BRIEF ▸ The lines from the start of the data up to and including the one with "0 #858482) drop-shadow(-2px" should be returned exactly, and nothing else.

(Collected data)

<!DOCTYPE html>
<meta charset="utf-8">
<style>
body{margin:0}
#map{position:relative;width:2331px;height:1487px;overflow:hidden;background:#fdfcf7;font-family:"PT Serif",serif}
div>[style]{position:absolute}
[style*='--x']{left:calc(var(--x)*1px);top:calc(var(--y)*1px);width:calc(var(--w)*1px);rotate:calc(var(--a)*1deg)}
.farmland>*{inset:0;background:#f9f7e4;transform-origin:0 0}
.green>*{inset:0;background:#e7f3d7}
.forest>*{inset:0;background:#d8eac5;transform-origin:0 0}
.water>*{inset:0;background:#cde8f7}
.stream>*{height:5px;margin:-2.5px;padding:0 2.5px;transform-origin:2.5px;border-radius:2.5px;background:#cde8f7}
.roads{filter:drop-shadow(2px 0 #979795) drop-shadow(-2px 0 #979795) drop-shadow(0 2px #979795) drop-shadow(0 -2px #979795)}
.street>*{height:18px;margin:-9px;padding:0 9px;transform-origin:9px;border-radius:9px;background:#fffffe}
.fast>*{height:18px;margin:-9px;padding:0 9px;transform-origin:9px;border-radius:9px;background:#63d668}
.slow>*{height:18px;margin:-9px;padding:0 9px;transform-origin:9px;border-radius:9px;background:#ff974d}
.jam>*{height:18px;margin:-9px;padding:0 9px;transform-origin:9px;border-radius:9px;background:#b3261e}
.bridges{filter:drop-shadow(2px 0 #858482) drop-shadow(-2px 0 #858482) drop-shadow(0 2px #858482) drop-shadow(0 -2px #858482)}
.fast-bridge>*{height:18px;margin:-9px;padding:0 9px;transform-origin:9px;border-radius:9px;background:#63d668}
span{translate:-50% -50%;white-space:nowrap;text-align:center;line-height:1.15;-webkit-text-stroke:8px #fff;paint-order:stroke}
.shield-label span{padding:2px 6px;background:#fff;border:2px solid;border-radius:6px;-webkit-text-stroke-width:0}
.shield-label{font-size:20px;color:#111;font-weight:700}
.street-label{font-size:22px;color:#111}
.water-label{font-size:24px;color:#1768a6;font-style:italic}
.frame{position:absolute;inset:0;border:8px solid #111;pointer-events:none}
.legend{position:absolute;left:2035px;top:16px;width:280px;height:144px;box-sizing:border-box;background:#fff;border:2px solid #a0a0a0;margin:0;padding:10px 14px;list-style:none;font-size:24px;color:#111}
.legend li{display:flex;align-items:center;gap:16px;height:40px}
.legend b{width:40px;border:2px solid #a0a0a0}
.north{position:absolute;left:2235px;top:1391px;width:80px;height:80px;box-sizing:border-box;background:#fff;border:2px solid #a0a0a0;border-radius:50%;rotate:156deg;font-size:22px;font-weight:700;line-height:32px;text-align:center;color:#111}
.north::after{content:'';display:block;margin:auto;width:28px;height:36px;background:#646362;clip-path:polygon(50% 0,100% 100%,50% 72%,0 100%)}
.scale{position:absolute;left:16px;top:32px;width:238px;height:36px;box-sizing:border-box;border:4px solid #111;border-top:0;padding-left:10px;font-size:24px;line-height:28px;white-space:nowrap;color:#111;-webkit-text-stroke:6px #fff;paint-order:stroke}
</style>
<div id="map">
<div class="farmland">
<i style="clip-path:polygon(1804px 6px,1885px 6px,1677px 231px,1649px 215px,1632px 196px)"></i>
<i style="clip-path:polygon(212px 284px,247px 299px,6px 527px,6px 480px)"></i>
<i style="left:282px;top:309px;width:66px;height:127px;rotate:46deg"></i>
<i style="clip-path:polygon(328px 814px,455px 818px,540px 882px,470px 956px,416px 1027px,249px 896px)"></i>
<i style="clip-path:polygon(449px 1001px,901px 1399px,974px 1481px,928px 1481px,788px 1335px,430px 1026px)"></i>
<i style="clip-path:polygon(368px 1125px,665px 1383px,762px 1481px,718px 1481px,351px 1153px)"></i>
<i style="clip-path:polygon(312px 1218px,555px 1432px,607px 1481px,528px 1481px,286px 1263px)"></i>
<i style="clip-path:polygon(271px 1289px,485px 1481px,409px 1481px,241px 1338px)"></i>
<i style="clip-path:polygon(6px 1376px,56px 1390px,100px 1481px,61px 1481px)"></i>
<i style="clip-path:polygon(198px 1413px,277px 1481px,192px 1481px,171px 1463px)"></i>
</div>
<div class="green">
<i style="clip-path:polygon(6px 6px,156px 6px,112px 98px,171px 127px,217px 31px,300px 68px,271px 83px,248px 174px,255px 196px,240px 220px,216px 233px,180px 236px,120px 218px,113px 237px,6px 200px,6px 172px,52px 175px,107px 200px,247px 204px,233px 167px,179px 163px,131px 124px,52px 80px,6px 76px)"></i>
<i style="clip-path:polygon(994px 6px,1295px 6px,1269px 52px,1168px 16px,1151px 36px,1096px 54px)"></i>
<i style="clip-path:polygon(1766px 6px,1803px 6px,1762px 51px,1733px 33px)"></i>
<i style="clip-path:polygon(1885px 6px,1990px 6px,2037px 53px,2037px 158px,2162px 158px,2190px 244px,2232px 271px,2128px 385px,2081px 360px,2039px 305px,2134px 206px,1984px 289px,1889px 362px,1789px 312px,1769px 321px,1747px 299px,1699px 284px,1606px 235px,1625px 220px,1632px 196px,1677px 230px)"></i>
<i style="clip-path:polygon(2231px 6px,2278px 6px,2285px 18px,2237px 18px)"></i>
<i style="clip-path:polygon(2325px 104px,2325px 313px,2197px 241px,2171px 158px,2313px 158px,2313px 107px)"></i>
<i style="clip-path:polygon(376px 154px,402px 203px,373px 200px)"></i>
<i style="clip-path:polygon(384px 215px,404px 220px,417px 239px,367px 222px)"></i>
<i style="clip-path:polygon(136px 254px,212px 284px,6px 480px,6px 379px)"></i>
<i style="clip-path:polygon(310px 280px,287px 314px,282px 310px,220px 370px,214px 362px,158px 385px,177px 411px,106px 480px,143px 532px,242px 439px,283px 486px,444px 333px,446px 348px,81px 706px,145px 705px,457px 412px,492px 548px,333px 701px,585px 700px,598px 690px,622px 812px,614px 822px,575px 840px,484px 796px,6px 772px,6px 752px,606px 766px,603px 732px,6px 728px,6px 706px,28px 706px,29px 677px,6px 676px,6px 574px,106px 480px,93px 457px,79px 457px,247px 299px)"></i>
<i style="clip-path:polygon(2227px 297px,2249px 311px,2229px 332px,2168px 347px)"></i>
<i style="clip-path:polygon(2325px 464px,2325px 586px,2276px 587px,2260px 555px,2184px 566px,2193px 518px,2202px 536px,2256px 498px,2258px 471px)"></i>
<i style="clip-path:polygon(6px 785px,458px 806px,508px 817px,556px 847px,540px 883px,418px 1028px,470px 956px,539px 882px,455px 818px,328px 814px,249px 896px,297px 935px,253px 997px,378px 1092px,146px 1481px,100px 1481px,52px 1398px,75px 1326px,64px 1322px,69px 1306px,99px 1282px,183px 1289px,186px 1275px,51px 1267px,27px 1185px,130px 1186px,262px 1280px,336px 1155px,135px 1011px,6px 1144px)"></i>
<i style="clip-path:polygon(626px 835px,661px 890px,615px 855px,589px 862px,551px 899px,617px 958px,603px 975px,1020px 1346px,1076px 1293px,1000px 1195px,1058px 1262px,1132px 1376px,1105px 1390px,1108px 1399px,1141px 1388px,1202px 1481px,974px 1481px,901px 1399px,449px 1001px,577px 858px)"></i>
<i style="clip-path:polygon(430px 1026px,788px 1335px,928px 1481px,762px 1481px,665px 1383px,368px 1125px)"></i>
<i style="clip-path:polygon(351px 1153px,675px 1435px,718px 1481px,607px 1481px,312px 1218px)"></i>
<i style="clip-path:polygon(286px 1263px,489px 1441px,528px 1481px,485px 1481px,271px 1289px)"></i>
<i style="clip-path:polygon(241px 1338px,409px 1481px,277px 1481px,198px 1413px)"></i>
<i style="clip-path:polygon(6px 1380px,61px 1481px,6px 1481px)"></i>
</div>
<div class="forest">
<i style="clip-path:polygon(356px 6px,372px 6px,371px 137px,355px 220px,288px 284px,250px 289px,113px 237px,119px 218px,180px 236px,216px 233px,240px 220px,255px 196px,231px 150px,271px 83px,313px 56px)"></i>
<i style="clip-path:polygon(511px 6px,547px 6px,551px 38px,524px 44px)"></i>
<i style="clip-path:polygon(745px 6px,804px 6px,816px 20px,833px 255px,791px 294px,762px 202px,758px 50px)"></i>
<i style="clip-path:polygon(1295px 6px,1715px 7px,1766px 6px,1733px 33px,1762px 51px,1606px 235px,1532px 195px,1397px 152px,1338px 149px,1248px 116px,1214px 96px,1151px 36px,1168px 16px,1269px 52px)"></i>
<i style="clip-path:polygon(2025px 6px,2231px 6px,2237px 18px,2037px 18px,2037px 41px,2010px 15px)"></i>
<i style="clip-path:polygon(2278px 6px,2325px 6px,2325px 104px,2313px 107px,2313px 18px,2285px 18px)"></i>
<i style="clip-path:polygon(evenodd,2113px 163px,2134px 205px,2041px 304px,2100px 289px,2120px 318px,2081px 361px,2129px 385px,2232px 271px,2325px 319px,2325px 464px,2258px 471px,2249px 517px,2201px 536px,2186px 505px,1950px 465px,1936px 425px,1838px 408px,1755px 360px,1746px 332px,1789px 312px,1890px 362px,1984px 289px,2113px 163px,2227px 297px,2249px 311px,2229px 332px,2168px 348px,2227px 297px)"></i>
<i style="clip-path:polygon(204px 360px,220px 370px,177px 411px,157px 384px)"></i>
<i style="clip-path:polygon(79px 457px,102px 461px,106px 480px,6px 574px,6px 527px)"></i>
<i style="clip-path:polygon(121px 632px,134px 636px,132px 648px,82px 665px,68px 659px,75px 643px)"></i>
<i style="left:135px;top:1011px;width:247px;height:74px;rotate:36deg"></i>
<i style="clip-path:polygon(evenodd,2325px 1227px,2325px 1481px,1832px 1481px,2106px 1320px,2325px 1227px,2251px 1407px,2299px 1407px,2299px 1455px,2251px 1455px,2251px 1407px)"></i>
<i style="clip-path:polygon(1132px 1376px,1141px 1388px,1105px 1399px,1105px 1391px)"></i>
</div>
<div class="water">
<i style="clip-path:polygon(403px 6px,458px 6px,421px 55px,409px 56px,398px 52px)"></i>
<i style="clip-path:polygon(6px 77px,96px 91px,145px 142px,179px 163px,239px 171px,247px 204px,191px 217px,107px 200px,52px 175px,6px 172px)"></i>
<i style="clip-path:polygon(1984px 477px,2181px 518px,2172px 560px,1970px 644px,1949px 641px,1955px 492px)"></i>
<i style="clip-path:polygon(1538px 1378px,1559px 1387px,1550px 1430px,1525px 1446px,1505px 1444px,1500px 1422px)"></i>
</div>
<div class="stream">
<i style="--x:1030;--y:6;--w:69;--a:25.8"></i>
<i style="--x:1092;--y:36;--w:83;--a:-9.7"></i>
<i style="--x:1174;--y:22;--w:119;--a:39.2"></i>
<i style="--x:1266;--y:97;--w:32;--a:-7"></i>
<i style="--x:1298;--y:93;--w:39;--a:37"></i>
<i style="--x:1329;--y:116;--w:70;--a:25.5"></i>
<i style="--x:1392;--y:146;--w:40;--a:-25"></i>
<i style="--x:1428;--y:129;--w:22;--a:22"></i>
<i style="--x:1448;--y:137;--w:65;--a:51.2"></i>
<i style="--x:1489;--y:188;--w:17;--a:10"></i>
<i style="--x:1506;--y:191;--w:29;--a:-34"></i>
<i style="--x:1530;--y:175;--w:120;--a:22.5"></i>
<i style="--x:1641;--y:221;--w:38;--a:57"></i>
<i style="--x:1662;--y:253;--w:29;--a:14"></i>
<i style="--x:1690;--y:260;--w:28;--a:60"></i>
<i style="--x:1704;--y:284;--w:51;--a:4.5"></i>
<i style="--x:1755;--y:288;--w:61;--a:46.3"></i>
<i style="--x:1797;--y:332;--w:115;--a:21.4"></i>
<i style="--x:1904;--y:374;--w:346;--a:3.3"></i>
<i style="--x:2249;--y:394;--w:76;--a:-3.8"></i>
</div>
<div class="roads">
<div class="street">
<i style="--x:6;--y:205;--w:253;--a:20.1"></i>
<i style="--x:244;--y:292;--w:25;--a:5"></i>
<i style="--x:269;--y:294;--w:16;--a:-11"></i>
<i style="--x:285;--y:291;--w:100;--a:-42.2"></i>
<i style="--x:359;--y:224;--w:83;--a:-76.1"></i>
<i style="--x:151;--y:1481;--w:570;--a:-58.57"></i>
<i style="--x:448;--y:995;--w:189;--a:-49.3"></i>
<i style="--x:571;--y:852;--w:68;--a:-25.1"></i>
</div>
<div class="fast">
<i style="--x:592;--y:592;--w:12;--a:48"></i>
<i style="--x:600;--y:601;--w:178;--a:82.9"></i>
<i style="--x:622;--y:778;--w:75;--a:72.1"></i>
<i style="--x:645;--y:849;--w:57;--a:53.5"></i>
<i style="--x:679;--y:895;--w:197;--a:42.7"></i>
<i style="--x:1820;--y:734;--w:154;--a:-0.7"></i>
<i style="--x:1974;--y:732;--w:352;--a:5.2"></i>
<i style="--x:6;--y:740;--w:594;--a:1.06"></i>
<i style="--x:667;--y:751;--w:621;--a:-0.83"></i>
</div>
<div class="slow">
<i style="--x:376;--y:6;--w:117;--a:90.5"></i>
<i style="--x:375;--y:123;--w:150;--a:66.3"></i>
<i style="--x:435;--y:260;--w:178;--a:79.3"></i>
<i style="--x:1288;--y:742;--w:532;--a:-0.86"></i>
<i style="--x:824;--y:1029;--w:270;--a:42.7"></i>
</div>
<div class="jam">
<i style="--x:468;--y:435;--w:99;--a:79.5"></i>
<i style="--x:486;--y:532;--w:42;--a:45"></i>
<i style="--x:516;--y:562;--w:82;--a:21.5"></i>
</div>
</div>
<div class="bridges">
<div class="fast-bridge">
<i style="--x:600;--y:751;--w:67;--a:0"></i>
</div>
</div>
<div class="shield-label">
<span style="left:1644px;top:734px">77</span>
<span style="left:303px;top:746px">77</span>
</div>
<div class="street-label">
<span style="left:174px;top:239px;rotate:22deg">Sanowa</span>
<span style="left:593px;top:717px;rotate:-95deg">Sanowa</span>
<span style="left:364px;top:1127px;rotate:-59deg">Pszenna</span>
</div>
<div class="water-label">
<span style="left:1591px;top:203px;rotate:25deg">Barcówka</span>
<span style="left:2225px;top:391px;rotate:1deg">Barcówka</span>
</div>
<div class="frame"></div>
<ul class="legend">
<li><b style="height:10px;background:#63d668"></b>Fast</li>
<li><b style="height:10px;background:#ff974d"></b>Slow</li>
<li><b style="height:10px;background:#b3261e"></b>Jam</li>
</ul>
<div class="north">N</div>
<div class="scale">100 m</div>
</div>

EXPECTED OUTPUT ▸
<!DOCTYPE html>
<meta charset="utf-8">
<style>
body{margin:0}
#map{position:relative;width:2331px;height:1487px;overflow:hidden;background:#fdfcf7;font-family:"PT Serif",serif}
div>[style]{position:absolute}
[style*='--x']{left:calc(var(--x)*1px);top:calc(var(--y)*1px);width:calc(var(--w)*1px);rotate:calc(var(--a)*1deg)}
.farmland>*{inset:0;background:#f9f7e4;transform-origin:0 0}
.green>*{inset:0;background:#e7f3d7}
.forest>*{inset:0;background:#d8eac5;transform-origin:0 0}
.water>*{inset:0;background:#cde8f7}
.stream>*{height:5px;margin:-2.5px;padding:0 2.5px;transform-origin:2.5px;border-radius:2.5px;background:#cde8f7}
.roads{filter:drop-shadow(2px 0 #979795) drop-shadow(-2px 0 #979795) drop-shadow(0 2px #979795) drop-shadow(0 -2px #979795)}
.street>*{height:18px;margin:-9px;padding:0 9px;transform-origin:9px;border-radius:9px;background:#fffffe}
.fast>*{height:18px;margin:-9px;padding:0 9px;transform-origin:9px;border-radius:9px;background:#63d668}
.slow>*{height:18px;margin:-9px;padding:0 9px;transform-origin:9px;border-radius:9px;background:#ff974d}
.jam>*{height:18px;margin:-9px;padding:0 9px;transform-origin:9px;border-radius:9px;background:#b3261e}
.bridges{filter:drop-shadow(2px 0 #858482) drop-shadow(-2px 0 #858482) drop-shadow(0 2px #858482) drop-shadow(0 -2px #858482)}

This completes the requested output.